The basketry workshop

Let's describe the atmosphere that reigned in the large workshops, at VANEL-BOYER, at CROUZET or at L'ARTISANE, for example. First, there were men's workshops and women's workshops, perhaps less because of sexism than because the productions were different.
Women began to enter the profession during and after the First World War, due to the lack of male labor force so far. They specialized in fine basketry, small works with fine wires, requiring greater agility but less strength, let's think of toilet or travel suitcases, fashionable at the time, over bottles. They also rebounded as they said in Vallabrègues, that is to say, using a special knife, they removed the twigs and split the canes. This work was done in groups either in the pen or in the street directly.
Instead, men worked large basketry with large pieces that required more force to braid, such as banastes, baskets, anything that was used as packaging for fishing or regional agriculture. Speaking of strength, you should know that a good basket maker can be recognized by the size of his thumb. 'When your thumb covers a shield worth 5 francs, you will be a basket maker' was the custom to say to the apprentice. The inch has remained a unit of measurement for basketry, we are talking about a 14, 16, 20 inch suitcase; but the basket maker's inch differs slightly, almost by 2 mm more, from the old French measure. And for good reason, a basket maker's thumb is bigger because it's the finger of the hand that works the most!

 
The work of men and that of women

Heavy basketry is mainly human work, an essential production for the Vallabrègues basketry, which had difficulty converting when demand fell due to competition from other raw materials.
Fine basketry, an essentially feminine job, produces mainly square products such as travel trunks, toilet bags, objects that were in high demand at the beginning of the last century with the development of rail travel. In Vallabrègues, it was the production of girls' workshops or workshops specialized in this field such as the Atelier Crouzet-Claverie, which came from Aramon in 1911. Marcel Vanel's studio also turned to fantasy basketry and art basketry. You just have to look at the illustrations of these books shown in the attached documents to realize the great variety of objects made in Vallabrègues or sometimes only sold in the village's basket maker shops.

 
The atmosphere in the workshop

Let's listen to Charles Thome known as' Babé ', 96 years old at the time, certainly the oldest French basket maker who worked at Crouzet with Marceau Equin, Gervais Niquet, Pierre Nini, Pierre Nini, Victorin Fontanier, Victorin Fontanier, Victorin Fontanier, Marius Lacroix, Sylvain Mangin, known as Le Grand Mangin...' I started working at 16, right back in the middle of the First World War, in 1916. We made 30 banastes a week, on average, everything depended on the quality of the wicker... and the skill of the basket maker.
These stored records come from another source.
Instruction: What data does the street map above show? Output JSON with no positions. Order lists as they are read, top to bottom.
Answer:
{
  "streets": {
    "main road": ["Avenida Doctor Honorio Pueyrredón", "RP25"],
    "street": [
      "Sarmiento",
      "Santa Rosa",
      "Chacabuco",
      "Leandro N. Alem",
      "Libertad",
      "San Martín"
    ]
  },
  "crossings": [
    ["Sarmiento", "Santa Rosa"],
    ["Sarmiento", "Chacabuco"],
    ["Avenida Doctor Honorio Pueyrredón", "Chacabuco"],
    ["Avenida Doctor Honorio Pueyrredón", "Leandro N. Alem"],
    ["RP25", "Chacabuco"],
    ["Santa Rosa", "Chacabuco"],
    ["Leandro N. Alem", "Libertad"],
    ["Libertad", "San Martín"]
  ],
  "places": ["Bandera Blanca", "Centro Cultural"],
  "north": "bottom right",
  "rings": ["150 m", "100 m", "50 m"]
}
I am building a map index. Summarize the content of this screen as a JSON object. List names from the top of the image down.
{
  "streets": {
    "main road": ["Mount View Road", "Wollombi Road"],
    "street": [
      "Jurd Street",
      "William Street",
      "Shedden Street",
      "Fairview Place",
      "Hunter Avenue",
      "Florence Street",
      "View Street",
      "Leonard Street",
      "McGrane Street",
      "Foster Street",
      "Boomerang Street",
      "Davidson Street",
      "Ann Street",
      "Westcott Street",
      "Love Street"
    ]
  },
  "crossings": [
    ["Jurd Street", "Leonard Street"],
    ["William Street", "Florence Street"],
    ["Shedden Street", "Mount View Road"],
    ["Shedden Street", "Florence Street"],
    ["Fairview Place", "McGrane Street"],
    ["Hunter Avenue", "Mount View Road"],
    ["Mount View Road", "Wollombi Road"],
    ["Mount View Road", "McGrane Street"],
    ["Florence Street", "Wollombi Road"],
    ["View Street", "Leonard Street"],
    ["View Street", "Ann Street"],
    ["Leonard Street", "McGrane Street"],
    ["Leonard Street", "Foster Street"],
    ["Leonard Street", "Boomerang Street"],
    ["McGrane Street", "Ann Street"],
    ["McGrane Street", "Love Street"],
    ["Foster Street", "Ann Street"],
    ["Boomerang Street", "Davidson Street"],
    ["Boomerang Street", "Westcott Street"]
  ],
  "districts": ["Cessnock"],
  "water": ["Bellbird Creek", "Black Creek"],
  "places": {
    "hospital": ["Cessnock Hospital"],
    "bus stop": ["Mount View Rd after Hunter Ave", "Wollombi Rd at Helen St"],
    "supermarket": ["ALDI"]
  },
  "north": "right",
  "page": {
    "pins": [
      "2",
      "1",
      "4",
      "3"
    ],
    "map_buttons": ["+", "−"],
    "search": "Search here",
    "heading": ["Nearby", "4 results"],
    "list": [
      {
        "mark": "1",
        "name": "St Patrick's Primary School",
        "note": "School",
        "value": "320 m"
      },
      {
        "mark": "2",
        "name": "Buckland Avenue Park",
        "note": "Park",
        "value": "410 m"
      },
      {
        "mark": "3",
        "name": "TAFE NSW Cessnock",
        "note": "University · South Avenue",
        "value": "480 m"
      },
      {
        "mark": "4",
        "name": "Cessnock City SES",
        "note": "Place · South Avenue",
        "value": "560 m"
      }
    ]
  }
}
On Monday, the boss distributed the wicker boots for the week, we announced what we were going to manufacture, the 'tax' and we were paid for the number of pieces made on Saturday noon. Sometimes, we had been too pretentious, either because we had worked less well, or because we had been fishing, or because wicker had been harder to work. In the workshop, there was a good atmosphere. '
“I made a living in twelve inches,” explains Emilienne Monleau, who made 12-inch bathroom bags at Vanel's girls' workshop. This type of suitcase was made in two hours, one hour for the case, half an hour for the lid and as much for the bottom. By marrying Marie Boyer, Henri Vanel became the boss of the VANEL - BOYER workshop. Among the girls about fifteen, including Emilienne Monleau, known as Titine, Eliette Vanel, Julette Monleau, Audette Raymond... ' We sang while working and making jokes to the boys who worked next door; for example Lou Nisan thought that his head swelled up after work because the girls had fun tightening the ribbon on his hat! 'tells us Emilienne who worked in this workshop from 13 to 25 years. The boss, Henri Vanel, mayor of the town under the Popular Front and the Liberation, lent them books by Zola, Victor Hugo, Baudelaire, J-J Rousseau and others. Politics was also talked about, especially in the men's workshop.

Thanks to our historian Georges Sudres for this magnificent report.